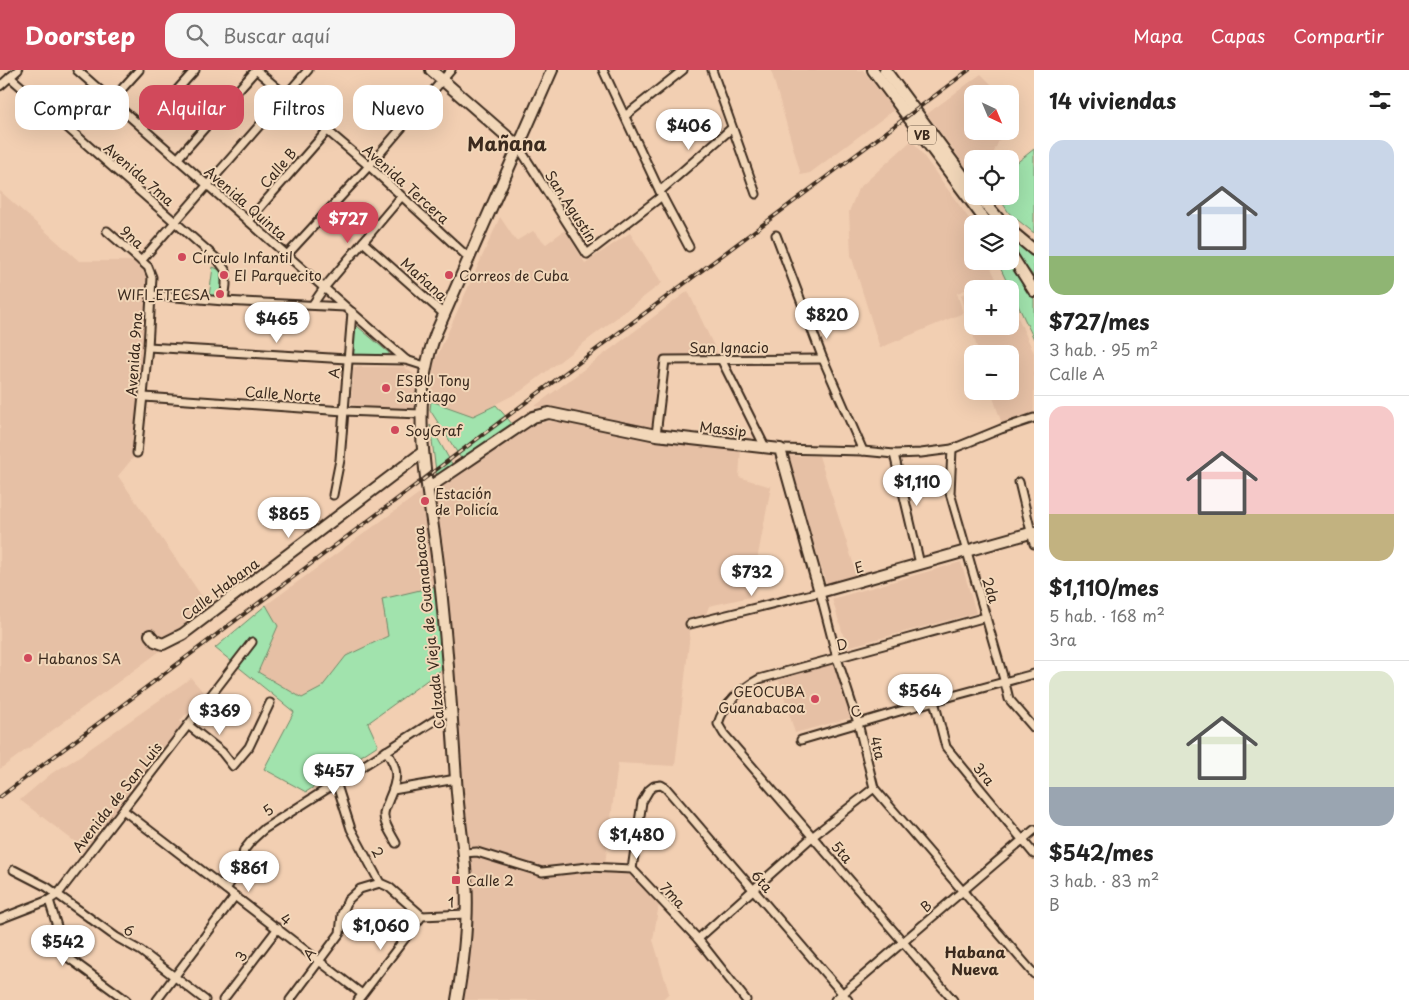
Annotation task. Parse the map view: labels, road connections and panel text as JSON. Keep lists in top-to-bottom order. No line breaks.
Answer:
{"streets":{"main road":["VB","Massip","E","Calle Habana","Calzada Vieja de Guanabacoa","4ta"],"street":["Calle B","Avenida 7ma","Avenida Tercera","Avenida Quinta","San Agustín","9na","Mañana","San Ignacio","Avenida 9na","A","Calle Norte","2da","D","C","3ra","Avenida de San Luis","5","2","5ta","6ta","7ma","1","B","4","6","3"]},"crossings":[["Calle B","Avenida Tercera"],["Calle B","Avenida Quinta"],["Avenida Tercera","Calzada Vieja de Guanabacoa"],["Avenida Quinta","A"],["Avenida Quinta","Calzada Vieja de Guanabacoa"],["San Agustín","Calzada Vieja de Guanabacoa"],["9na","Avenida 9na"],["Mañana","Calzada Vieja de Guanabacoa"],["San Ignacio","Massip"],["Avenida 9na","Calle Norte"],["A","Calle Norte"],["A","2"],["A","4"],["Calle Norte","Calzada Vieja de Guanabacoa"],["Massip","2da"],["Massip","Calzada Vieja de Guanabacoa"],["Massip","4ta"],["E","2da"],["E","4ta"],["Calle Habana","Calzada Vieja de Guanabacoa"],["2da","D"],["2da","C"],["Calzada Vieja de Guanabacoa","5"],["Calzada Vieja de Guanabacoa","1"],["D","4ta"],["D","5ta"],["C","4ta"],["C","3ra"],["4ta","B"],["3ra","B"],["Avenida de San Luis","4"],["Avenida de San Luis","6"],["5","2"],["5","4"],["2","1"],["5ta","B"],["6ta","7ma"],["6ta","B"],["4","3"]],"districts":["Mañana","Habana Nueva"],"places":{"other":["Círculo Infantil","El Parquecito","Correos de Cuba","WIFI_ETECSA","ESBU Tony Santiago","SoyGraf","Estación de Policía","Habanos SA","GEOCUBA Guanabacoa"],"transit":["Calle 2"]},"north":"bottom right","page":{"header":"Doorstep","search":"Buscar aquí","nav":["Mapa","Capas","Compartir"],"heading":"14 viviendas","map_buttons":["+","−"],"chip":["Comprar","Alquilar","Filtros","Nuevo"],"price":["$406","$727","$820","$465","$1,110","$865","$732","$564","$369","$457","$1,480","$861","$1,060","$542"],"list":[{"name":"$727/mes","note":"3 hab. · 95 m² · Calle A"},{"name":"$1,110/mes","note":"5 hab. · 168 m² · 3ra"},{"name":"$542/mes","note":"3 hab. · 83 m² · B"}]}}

○ ○ ○ ○ ○ ○ ○

◆ **What you should do**
Without including any picture, copy the listing above exactly and in full.

◆ **Response area**
Annotation task. Parse the map view: labels, road connections and panel text as JSON. Keep lists in top-to-bottom order. No line breaks.
Answer:
{"streets":{"main road":["VB","Massip","E","Calle Habana","Calzada Vieja de Guanabacoa","4ta"],"street":["Calle B","Avenida 7ma","Avenida Tercera","Avenida Quinta","San Agustín","9na","Mañana","San Ignacio","Avenida 9na","A","Calle Norte","2da","D","C","3ra","Avenida de San Luis","5","2","5ta","6ta","7ma","1","B","4","6","3"]},"crossings":[["Calle B","Avenida Tercera"],["Calle B","Avenida Quinta"],["Avenida Tercera","Calzada Vieja de Guanabacoa"],["Avenida Quinta","A"],["Avenida Quinta","Calzada Vieja de Guanabacoa"],["San Agustín","Calzada Vieja de Guanabacoa"],["9na","Avenida 9na"],["Mañana","Calzada Vieja de Guanabacoa"],["San Ignacio","Massip"],["Avenida 9na","Calle Norte"],["A","Calle Norte"],["A","2"],["A","4"],["Calle Norte","Calzada Vieja de Guanabacoa"],["Massip","2da"],["Massip","Calzada Vieja de Guanabacoa"],["Massip","4ta"],["E","2da"],["E","4ta"],["Calle Habana","Calzada Vieja de Guanabacoa"],["2da","D"],["2da","C"],["Calzada Vieja de Guanabacoa","5"],["Calzada Vieja de Guanabacoa","1"],["D","4ta"],["D","5ta"],["C","4ta"],["C","3ra"],["4ta","B"],["3ra","B"],["Avenida de San Luis","4"],["Avenida de San Luis","6"],["5","2"],["5","4"],["2","1"],["5ta","B"],["6ta","7ma"],["6ta","B"],["4","3"]],"districts":["Mañana","Habana Nueva"],"places":{"other":["Círculo Infantil","El Parquecito","Correos de Cuba","WIFI_ETECSA","ESBU Tony Santiago","SoyGraf","Estación de Policía","Habanos SA","GEOCUBA Guanabacoa"],"transit":["Calle 2"]},"north":"bottom right","page":{"header":"Doorstep","search":"Buscar aquí","nav":["Mapa","Capas","Compartir"],"heading":"14 viviendas","map_buttons":["+","−"],"chip":["Comprar","Alquilar","Filtros","Nuevo"],"price":["$406","$727","$820","$465","$1,110","$865","$732","$564","$369","$457","$1,480","$861","$1,060","$542"],"list":[{"name":"$727/mes","note":"3 hab. · 95 m² · Calle A"},{"name":"$1,110/mes","note":"5 hab. · 168 m² · 3ra"},{"name":"$542/mes","note":"3 hab. · 83 m² · B"}]}}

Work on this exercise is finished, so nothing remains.